_AIM OF THE EXERCISE_
Check every line of the entries for the string "stream" and return the ones that contain it.

_RECORDS SHOWN_
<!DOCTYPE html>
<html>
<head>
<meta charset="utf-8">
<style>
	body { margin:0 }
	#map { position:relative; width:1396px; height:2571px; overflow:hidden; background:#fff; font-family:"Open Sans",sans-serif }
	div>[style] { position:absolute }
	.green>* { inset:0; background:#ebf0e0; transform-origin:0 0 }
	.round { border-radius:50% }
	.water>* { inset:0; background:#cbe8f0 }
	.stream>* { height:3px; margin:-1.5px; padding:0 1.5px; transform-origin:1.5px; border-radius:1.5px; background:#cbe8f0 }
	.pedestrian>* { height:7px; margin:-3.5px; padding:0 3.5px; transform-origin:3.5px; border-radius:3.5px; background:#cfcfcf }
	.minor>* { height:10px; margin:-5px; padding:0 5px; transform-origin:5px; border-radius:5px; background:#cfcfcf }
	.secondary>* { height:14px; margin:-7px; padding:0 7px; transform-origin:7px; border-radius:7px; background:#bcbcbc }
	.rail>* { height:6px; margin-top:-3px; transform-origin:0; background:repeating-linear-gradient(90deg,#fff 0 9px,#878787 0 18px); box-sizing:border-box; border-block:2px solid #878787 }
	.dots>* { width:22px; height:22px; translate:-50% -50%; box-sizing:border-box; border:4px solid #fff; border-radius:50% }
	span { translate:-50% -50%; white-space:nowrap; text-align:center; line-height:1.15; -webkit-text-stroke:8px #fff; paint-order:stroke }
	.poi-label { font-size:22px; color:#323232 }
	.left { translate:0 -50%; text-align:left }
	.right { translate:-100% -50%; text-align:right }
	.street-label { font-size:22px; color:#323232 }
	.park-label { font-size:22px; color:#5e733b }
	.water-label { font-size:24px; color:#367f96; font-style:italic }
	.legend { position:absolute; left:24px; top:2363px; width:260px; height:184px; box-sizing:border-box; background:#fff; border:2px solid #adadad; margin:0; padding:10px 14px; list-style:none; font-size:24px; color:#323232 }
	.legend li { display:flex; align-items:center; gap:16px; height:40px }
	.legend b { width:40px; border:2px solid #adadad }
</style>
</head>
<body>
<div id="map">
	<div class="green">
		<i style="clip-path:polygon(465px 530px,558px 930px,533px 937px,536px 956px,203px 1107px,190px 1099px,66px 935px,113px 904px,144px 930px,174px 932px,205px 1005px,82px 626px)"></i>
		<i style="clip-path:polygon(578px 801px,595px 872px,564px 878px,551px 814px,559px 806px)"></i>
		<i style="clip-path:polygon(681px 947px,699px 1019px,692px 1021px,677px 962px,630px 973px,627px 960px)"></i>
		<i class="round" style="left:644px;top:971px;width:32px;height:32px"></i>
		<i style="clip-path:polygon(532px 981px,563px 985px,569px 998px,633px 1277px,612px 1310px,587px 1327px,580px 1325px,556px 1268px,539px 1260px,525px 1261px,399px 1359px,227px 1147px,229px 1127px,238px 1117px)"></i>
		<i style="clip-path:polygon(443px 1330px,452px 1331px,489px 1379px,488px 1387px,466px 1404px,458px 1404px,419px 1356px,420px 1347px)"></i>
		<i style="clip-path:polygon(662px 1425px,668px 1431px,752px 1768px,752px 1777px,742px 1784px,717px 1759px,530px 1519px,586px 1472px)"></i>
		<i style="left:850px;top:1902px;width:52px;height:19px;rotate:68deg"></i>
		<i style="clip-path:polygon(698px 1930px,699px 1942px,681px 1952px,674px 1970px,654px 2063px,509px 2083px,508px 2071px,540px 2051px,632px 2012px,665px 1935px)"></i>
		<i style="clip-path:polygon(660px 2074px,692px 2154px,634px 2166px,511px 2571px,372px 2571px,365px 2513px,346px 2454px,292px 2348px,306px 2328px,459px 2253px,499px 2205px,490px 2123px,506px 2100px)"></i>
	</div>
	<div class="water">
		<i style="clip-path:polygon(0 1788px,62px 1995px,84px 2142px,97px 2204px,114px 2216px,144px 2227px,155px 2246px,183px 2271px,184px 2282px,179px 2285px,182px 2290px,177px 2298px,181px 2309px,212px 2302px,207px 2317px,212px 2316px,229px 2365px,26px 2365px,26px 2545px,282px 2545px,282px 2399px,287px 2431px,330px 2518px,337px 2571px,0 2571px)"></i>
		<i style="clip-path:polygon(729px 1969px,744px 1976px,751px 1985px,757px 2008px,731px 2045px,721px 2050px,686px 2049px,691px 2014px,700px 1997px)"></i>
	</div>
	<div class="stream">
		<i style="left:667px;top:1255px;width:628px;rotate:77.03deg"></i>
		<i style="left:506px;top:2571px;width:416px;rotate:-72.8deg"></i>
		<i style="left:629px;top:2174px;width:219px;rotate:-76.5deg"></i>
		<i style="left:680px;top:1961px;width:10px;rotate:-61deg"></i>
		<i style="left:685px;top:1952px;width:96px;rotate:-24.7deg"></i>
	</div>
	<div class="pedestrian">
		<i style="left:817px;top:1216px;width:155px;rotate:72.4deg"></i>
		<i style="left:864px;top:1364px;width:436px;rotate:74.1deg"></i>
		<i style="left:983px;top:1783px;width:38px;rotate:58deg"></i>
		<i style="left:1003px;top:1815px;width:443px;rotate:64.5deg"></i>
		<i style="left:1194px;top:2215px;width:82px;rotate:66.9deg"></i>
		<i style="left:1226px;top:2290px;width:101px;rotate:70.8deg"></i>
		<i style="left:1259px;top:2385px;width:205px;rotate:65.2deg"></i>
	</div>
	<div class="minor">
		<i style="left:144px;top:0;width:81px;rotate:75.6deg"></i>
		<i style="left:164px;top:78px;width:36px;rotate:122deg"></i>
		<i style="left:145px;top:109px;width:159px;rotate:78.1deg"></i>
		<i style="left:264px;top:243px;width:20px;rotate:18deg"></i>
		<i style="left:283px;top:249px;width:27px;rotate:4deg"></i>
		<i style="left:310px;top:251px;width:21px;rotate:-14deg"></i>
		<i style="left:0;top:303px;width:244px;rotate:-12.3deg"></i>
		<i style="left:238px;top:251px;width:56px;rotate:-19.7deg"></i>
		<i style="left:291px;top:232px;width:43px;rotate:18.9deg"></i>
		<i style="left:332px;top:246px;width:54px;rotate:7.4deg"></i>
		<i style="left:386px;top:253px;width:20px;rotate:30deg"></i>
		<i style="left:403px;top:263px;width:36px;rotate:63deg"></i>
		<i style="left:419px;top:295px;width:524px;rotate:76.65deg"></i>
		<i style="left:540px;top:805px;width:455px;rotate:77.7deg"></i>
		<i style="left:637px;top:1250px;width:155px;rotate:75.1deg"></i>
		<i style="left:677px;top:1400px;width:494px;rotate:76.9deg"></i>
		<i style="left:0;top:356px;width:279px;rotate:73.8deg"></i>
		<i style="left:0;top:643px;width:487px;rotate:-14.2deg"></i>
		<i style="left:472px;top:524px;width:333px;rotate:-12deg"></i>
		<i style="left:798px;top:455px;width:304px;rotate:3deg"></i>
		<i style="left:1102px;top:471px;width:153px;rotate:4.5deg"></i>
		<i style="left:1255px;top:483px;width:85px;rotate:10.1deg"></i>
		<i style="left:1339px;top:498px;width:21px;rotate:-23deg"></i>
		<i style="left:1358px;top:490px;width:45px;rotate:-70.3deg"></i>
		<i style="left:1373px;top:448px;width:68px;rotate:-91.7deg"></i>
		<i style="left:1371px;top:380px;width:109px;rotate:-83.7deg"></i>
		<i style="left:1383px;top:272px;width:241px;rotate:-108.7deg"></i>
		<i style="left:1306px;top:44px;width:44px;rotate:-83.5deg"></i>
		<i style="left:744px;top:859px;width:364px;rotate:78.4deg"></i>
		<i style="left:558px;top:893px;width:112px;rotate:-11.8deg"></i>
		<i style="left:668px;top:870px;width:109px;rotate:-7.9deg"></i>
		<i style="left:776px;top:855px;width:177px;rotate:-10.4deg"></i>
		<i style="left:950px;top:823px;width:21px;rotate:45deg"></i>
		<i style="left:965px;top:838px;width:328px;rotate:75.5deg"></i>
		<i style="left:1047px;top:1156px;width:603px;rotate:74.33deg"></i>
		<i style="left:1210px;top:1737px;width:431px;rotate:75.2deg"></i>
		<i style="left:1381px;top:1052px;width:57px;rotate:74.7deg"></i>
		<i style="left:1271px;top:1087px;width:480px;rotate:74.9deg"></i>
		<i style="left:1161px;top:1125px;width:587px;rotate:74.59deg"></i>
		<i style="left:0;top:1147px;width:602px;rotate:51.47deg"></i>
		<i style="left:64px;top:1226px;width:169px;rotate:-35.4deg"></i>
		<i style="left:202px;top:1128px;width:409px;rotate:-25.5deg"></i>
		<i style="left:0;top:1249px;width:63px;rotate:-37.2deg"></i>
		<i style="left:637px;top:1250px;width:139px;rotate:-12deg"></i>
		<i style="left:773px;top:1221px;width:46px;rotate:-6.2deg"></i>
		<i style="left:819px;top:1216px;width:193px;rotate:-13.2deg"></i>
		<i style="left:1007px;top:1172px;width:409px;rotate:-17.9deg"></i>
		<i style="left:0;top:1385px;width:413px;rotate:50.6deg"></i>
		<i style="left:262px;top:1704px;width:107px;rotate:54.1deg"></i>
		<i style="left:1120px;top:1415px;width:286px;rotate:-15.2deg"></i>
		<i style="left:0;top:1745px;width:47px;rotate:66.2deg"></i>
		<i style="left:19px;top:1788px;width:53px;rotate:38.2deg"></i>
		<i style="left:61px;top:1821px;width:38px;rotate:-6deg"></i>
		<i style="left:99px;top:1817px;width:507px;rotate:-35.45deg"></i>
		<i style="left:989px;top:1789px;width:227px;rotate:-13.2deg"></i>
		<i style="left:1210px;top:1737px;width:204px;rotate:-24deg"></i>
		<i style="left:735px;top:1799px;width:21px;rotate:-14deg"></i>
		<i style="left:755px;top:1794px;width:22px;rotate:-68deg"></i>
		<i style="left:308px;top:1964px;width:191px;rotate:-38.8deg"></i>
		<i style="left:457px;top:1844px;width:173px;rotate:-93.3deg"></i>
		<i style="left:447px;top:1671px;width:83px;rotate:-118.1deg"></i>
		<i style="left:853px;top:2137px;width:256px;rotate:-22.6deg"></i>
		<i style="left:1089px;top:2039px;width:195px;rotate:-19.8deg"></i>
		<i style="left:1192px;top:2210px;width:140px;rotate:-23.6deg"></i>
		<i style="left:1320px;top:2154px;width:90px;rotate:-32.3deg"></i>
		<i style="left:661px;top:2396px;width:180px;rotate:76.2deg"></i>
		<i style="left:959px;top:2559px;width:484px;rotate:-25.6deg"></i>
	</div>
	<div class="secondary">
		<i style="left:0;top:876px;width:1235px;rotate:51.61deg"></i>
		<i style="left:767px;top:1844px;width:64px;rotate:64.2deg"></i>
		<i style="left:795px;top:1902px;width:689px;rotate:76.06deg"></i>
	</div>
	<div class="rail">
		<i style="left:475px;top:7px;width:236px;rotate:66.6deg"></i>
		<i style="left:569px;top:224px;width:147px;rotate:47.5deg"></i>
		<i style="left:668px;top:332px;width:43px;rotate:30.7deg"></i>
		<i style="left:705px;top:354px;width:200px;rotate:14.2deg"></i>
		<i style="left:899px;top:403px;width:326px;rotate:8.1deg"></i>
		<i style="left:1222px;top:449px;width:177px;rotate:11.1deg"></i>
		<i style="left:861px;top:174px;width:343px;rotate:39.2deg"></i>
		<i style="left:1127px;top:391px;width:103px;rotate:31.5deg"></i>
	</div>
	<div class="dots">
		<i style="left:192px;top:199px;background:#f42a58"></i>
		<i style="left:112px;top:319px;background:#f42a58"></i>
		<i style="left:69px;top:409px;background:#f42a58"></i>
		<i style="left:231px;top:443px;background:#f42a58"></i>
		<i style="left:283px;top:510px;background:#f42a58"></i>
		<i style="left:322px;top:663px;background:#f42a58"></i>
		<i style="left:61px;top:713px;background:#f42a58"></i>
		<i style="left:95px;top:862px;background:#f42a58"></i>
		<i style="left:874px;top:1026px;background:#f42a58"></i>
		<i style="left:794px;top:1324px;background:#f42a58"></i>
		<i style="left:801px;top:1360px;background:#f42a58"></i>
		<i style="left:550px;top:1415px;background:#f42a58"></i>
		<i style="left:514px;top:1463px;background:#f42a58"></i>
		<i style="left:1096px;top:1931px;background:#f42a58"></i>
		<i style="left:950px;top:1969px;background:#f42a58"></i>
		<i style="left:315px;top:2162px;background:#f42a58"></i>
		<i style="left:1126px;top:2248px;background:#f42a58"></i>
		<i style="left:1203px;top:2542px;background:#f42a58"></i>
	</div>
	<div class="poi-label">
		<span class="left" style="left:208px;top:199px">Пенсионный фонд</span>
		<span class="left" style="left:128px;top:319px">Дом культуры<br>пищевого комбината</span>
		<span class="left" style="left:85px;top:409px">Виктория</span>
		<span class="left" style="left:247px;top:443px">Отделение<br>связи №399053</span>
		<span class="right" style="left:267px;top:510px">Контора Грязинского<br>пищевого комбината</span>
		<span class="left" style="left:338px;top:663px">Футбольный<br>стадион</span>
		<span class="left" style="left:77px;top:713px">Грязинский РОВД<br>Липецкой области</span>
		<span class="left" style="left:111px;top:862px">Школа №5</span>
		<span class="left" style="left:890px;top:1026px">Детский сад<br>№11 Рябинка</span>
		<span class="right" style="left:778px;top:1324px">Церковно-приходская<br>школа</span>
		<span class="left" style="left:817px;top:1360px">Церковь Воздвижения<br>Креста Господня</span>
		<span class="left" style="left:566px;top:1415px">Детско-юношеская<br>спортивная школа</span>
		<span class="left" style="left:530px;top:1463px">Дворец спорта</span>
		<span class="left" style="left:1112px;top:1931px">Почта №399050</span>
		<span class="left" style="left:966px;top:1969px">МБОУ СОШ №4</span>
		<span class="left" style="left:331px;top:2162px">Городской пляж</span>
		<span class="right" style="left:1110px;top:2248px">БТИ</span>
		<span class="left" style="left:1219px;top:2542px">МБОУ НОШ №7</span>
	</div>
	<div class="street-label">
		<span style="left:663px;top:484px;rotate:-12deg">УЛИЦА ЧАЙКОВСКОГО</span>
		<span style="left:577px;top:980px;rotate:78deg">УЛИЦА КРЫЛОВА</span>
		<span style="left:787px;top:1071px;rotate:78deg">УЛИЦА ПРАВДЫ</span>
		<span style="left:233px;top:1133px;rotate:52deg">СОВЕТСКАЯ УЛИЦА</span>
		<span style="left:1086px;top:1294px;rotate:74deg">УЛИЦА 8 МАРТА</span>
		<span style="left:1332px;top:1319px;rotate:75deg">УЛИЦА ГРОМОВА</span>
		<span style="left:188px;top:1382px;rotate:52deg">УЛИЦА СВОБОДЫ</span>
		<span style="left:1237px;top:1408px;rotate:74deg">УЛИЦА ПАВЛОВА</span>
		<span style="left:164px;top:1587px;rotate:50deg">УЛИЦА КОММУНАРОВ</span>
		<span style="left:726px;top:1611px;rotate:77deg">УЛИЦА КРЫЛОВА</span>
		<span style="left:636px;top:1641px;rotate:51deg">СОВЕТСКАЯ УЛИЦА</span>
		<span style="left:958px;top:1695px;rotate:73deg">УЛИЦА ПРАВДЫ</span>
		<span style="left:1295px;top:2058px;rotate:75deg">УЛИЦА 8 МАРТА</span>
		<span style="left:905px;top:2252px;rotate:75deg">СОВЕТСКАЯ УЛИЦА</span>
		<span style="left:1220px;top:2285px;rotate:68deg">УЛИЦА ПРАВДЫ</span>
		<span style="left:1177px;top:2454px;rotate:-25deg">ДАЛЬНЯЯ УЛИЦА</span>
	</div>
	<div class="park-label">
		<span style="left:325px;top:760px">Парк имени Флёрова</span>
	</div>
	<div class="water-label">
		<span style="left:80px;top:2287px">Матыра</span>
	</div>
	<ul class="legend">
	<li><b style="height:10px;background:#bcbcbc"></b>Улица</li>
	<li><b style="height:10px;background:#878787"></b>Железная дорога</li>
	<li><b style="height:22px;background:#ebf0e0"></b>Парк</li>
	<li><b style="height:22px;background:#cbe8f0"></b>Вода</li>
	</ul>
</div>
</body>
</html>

_RESPONSE_
	.stream>* { height:3px; margin:-1.5px; padding:0 1.5px; transform-origin:1.5px; border-radius:1.5px; background:#cbe8f0 }
	<div class="stream">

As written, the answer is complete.